Another thing that they have in common is that they are the only two clubs ever to have played, as a unit, as the U.S. national team. The USSFA sent Ponta Delgada instead of a selection to represent the United States at the first North American Championships, held in Cuba in 1947. Ten years later, it did the same thing with Kutis, using the St. Louis team in a pair of World Cup qualifiers against Canada.
It would seem easy to think that Ponta Delgada and Kutis were chosen for this role by the USSFA because of their double victories, but it wouldn’t be quite accurate, because Ponta Delgada didn’t yet have its double. The two games that it played as the national team in 1947 were on July 13 and July 20, and it didn’t win the U.S. Open Cup until Sept. 7.

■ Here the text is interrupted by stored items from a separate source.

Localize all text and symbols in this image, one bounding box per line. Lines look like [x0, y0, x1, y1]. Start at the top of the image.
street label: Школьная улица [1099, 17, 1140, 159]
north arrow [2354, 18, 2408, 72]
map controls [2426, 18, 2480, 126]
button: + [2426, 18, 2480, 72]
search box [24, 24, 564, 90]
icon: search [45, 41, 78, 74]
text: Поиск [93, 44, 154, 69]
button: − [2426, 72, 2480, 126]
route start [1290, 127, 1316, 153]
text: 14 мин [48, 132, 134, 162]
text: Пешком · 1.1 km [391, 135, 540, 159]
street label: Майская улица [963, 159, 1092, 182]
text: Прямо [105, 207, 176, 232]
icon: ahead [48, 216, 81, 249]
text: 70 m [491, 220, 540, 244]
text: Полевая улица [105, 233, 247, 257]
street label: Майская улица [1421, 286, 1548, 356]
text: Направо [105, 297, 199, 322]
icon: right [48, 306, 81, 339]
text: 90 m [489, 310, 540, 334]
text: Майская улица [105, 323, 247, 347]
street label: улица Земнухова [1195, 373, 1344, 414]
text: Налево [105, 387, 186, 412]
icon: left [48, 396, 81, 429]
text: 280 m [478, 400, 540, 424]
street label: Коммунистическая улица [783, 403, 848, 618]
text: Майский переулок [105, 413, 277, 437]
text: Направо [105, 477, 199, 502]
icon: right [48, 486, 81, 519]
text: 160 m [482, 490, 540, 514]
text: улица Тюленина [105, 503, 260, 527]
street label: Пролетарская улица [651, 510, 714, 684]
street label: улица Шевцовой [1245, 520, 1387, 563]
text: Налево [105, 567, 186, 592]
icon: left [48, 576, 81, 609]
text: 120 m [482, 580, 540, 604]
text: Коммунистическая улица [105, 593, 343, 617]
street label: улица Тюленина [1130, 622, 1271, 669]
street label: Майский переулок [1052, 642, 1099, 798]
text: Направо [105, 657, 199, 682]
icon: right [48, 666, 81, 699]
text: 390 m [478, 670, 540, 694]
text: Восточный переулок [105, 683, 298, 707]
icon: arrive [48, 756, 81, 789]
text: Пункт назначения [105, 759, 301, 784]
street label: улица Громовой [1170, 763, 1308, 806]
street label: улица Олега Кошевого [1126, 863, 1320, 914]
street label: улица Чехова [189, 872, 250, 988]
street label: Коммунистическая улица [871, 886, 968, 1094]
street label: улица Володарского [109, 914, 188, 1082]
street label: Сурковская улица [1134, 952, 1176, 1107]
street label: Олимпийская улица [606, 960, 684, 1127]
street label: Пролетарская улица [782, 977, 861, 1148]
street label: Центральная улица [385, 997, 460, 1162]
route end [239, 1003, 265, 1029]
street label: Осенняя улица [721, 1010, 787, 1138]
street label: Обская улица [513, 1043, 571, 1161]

Both Ponta Delgada and Kutis fared rather badly in their two-game stints as the national team. Ponta Delgada was part of a three-team round-robin for the 1947 North American title. It lost to Mexico by 5-0 and Cuba by 5-2. Kutis was called in halfway through the United States’ 1957 qualifying series against Mexico and Canada. The United States had lost both of its games against Mexico, and its chances of advancing to the next round were hanging by a thread as it went into its two games against Canada. A penalty by Harry Keough in the 25th minute of the first game, played in Toronto, gave the Americans a lead they couldn’t hold. Canada was ahead by halftime and added three more goals in the second half for a 5-1 win. Two weeks later in St. Louis, Canada took a 3-0 lead in the first 26 minutes before the Americans narrowed the count to 3-2 by the end.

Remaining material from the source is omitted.